La réponse était oui.


Jusqu'au jour où l'anti-surprise m'arriva.


Après tout, les petits avions d'amateurs ont la statistique dans les pales. S'il est plus probable de périr sur les routes qu'en vol nolisé, c'est que les risques de collision y sont plus grands et que, excluant de relativement rares défaillances majeures, les boeings, par leur gigantisme, composent bien avec les turbulences - cela sans compter l'expérience et l'assistance dont jouissent les pilotes et qui font défaut à bord d'un Cessna. À bord d'un Cessna, quand on perd l'équilibre, ce n'est pas comme trébucher dans le gazon.


La mort de Marie-Soleil Tougas avec son ami cinéaste, pilote amateur chevronné, Jean-Claude Lauzon, dans un écrasement en montagne suite à des bourrasques virulentes était déjà vieille nouvelle quand, il y a deux ou trois ans, mon père me répondit un jour, son visage s'animant tout spécialement à mon enquête, que, non, Jean-Marie ne faisait plus d'avion:


"Il faut que je te raconte ça!"


Au fond, il y avait peu à dire.


Mon père tenait son information, déjà datée alors, de seconde main - mais ça ne changeait rien à l'histoire.

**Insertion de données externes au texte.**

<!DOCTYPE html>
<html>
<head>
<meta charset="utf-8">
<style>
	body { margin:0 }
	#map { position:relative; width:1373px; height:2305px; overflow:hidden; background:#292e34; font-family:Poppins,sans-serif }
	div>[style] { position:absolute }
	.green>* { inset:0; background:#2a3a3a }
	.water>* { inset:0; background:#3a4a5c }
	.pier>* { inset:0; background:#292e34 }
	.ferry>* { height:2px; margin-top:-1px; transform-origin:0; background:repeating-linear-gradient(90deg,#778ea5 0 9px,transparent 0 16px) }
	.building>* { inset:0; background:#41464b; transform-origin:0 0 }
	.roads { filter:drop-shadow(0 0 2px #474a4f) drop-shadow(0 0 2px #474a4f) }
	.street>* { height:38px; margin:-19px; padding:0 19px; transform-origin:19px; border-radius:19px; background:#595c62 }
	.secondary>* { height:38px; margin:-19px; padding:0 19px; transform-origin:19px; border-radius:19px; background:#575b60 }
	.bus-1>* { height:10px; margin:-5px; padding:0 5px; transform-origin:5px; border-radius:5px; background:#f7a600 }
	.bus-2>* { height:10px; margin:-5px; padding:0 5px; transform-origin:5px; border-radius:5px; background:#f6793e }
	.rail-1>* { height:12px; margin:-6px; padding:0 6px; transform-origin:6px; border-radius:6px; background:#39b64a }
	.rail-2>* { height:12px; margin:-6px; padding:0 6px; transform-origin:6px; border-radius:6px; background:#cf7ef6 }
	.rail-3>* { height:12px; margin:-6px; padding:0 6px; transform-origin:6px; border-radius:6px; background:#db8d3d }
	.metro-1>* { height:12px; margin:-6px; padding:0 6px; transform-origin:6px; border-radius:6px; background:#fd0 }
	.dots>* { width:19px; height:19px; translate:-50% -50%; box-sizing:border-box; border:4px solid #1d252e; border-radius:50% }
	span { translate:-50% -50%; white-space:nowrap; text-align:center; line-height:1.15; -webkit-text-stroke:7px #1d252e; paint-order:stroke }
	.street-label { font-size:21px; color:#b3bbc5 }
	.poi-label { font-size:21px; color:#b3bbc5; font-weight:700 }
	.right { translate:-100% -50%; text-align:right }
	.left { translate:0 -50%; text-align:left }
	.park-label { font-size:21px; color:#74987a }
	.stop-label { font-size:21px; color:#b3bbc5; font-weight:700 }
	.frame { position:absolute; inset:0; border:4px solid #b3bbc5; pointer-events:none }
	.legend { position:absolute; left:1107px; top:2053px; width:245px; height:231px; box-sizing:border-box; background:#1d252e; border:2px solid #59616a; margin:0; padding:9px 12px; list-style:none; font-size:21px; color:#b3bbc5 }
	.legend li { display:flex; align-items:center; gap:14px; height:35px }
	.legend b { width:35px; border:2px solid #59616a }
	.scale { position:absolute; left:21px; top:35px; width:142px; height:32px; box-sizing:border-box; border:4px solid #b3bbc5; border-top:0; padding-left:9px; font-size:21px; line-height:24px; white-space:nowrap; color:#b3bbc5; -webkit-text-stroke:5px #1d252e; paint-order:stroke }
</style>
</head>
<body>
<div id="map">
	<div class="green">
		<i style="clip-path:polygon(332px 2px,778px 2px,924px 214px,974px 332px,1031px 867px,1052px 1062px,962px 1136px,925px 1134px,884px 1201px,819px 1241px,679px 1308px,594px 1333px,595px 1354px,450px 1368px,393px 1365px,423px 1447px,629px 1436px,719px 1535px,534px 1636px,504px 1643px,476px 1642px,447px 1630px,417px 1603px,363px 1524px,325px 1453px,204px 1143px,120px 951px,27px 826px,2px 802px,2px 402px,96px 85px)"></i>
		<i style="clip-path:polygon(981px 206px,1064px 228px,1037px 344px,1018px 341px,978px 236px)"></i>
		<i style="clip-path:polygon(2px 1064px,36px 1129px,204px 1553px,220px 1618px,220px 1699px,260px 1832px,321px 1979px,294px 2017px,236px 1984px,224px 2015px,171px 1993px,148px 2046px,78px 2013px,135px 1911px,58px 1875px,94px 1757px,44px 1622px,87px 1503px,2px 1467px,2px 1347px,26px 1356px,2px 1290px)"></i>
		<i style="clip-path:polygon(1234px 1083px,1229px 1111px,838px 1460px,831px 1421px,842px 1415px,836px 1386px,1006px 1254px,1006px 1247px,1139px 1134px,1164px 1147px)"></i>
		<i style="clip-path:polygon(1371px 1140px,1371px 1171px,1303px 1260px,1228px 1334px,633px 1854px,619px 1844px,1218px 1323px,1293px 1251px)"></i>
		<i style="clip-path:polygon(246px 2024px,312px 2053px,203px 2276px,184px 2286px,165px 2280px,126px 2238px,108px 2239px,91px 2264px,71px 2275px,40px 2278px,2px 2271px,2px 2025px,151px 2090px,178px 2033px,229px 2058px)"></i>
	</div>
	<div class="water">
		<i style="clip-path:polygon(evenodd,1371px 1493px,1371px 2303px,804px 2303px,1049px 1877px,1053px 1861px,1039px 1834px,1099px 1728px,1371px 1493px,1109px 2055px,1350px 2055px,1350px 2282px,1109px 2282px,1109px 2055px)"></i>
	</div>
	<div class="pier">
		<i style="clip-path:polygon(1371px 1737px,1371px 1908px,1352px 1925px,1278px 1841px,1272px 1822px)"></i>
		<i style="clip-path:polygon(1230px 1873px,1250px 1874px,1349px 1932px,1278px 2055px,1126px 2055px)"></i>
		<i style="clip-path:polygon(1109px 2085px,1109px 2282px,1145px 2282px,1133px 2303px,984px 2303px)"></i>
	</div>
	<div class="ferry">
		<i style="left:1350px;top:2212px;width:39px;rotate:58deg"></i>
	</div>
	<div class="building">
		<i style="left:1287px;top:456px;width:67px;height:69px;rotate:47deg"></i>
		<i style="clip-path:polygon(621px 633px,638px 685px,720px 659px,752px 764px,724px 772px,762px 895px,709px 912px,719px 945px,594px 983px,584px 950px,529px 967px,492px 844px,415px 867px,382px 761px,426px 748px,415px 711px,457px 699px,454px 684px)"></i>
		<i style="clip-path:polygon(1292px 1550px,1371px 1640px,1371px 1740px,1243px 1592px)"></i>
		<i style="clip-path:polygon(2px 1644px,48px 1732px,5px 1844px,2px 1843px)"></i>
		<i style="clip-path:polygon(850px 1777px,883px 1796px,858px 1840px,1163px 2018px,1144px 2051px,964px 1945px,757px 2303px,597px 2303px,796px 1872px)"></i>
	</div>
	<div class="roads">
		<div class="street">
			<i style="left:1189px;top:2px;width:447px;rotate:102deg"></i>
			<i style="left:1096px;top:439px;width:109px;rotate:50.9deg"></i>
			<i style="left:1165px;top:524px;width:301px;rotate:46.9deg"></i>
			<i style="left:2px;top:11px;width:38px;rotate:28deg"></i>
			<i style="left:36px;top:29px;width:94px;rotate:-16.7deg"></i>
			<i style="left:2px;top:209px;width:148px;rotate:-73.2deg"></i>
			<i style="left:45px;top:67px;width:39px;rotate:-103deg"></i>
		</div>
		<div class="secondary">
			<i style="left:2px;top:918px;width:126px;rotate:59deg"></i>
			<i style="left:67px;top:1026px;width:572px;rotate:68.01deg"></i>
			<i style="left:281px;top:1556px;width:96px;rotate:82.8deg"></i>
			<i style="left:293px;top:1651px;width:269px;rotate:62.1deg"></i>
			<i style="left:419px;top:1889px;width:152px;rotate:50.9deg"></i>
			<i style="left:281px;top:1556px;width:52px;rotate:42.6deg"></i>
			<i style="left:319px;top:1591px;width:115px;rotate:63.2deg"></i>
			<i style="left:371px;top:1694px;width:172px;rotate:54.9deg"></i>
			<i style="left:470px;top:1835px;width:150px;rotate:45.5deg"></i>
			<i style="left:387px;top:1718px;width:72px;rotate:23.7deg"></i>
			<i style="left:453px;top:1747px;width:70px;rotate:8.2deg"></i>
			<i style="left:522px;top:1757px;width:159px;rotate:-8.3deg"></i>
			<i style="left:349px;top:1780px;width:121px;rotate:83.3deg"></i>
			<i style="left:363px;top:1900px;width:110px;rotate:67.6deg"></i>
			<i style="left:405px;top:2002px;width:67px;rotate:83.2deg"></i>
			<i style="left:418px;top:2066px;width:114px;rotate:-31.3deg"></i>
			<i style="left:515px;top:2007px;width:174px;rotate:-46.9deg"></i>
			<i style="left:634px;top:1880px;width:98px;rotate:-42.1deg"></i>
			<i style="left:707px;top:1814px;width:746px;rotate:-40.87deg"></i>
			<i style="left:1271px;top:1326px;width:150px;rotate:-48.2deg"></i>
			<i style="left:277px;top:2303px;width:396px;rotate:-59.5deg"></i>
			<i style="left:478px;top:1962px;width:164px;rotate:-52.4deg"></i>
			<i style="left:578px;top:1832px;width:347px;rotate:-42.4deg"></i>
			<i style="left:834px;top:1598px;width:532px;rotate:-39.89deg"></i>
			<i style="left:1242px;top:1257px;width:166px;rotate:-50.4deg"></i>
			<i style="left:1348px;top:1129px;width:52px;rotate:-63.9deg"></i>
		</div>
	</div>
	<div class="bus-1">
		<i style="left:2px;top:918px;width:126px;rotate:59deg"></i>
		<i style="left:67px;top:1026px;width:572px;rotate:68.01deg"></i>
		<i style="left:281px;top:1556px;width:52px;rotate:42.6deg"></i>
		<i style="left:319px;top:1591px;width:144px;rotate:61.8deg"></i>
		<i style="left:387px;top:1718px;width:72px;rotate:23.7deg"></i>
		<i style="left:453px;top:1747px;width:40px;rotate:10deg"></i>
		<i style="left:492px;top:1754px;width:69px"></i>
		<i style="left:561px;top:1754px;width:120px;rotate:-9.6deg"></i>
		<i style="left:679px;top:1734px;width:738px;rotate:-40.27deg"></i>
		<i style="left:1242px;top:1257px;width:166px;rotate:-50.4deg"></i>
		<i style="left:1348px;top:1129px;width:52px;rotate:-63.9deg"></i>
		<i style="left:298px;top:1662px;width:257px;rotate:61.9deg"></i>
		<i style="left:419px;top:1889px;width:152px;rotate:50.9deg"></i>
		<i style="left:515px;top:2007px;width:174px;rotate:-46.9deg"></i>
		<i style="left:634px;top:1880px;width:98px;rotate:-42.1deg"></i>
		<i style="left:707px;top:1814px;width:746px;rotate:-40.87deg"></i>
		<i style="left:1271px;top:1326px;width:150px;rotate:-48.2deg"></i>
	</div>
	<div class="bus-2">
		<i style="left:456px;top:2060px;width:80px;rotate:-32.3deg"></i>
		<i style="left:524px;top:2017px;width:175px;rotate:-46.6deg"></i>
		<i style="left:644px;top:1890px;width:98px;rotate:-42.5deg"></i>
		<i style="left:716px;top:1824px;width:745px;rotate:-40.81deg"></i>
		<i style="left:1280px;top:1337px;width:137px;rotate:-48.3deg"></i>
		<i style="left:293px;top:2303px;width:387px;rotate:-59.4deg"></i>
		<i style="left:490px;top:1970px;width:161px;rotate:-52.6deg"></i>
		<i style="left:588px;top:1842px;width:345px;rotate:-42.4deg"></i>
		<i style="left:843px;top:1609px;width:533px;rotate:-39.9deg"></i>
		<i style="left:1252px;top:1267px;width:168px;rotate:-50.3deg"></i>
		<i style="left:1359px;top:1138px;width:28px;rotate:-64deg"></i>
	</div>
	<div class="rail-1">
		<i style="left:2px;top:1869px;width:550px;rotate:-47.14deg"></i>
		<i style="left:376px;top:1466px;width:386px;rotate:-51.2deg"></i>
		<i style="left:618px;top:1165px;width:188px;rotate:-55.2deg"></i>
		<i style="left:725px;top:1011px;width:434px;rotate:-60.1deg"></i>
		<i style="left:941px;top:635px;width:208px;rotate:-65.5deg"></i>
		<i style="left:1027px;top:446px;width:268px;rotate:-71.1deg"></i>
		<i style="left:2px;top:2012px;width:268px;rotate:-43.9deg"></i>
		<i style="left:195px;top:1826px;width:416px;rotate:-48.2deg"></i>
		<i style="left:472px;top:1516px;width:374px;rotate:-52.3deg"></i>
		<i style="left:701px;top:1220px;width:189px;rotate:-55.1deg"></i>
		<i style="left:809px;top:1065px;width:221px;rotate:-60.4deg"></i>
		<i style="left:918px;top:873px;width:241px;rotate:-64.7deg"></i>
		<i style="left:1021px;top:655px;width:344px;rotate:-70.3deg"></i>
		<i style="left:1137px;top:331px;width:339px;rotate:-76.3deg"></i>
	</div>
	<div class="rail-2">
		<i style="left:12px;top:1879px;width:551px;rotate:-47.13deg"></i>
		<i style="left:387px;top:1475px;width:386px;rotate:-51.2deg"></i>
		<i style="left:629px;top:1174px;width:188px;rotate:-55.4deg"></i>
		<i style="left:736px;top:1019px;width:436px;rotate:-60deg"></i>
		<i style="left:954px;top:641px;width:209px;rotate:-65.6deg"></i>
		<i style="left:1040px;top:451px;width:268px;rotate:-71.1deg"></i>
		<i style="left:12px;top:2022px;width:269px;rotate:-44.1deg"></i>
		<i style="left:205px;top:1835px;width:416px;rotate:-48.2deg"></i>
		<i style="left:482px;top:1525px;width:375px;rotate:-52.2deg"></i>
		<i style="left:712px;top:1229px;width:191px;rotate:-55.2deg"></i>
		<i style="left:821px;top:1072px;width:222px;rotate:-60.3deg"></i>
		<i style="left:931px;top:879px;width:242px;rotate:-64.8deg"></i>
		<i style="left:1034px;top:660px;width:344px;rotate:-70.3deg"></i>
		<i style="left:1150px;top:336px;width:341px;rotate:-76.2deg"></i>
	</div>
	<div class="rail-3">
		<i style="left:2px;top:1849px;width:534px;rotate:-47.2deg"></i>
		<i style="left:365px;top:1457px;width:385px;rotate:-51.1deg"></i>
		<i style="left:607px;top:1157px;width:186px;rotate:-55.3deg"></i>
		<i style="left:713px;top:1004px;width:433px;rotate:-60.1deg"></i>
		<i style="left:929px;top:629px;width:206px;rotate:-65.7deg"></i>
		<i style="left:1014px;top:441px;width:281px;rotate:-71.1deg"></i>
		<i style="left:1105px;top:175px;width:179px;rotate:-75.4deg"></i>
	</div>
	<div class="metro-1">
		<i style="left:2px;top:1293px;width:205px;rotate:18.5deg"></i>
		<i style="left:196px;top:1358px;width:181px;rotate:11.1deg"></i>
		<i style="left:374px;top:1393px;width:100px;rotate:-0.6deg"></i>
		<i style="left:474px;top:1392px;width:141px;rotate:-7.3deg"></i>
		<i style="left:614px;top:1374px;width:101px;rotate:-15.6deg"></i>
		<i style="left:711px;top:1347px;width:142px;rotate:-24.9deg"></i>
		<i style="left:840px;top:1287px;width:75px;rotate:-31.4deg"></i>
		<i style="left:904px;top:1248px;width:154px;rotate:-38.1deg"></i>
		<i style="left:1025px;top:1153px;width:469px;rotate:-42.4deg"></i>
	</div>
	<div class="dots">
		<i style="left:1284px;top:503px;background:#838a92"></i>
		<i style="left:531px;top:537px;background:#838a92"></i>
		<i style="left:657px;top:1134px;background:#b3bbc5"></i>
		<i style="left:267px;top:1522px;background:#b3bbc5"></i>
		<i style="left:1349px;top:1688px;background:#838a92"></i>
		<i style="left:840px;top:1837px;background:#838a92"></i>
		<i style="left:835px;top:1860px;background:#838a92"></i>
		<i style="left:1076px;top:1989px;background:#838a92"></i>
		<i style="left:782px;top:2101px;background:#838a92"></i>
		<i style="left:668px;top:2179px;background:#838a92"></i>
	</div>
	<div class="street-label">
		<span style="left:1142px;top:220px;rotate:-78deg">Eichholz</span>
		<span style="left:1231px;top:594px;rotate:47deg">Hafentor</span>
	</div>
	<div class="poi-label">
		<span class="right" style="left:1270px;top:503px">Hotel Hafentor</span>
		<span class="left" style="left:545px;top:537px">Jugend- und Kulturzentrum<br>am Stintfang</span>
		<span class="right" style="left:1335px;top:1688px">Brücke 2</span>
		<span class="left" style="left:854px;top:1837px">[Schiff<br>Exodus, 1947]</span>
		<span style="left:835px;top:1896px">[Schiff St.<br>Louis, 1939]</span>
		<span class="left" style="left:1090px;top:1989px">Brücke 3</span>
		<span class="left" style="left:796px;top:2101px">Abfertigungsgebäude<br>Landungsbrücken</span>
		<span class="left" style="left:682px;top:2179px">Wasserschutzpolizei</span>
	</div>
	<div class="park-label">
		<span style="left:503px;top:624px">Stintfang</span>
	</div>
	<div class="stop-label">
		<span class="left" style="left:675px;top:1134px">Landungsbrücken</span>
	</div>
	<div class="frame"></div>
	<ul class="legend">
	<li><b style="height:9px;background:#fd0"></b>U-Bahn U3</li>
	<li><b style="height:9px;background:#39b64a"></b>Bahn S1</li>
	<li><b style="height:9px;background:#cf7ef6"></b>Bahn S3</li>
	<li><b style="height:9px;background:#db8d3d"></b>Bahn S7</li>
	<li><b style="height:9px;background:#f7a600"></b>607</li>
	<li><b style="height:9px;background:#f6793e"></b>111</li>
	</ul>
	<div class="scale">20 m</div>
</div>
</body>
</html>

À force de prendre de l'assurance, Jean-Marie avait pris les airs seul, une matinée de juin, sous le soleil tendre d'un jour s'annonçant calme et déjà chaud. Une manœuvre mal complétée - ça n'en prend qu'une - l'a jeté soudain en mauvaise posture par rapport au vent et l'a fait décrocher.


Quand un avion «décroche», s'il est assez haut dans le ciel, il peut utiliser la vitesse acquise en chutant pour reprendre appui contre l'air et se redresser. Ce ne fut, malheureusement, pas le cas.


Bien qu'il tenta tout, Jean-Marie, qui n'abusait pas assez de l'altitude, s'écrasa spectaculairement devant la foule muette et aveugle des chalets riverains endormis, qu'il réveilla dans une stridence de vitres brisées, d'ailes qui déchirent et d'hélice qui fend l'air en ricochant.


Les yeux écarquillés, sirotant avec un délice vaguement coupable mon absence de véritable étonnement, chanceux dans la distance que j'avais face à l'événement, j'ai laissé mon père achever:


« Il est tombé dans le lac - rien de sérieux. Ah! Mais l'avion était bon pour la scrap! Une chance qu'il volait au-dessus d'un lac, sans ça il aurait pu se faire mal en maudit...


« Il s'en est tiré avec une couple de contusions; des côtes fêlées, je pense; mais rien de cassé. »


Et, depuis cet accident, Jean-Marie, qui avait passé la plus grande partie de ses quarantaine et cinquantaine à poursuivre son ambition exemplaire, n'est jamais remonté en avion.


J'ignore si Rolande vit encore, si Jean-Marie est mort aujourd'hui; je n'ai plus questionné mon père à leur sujet par la suite. Mais l'histoire exigeait d'être écrite.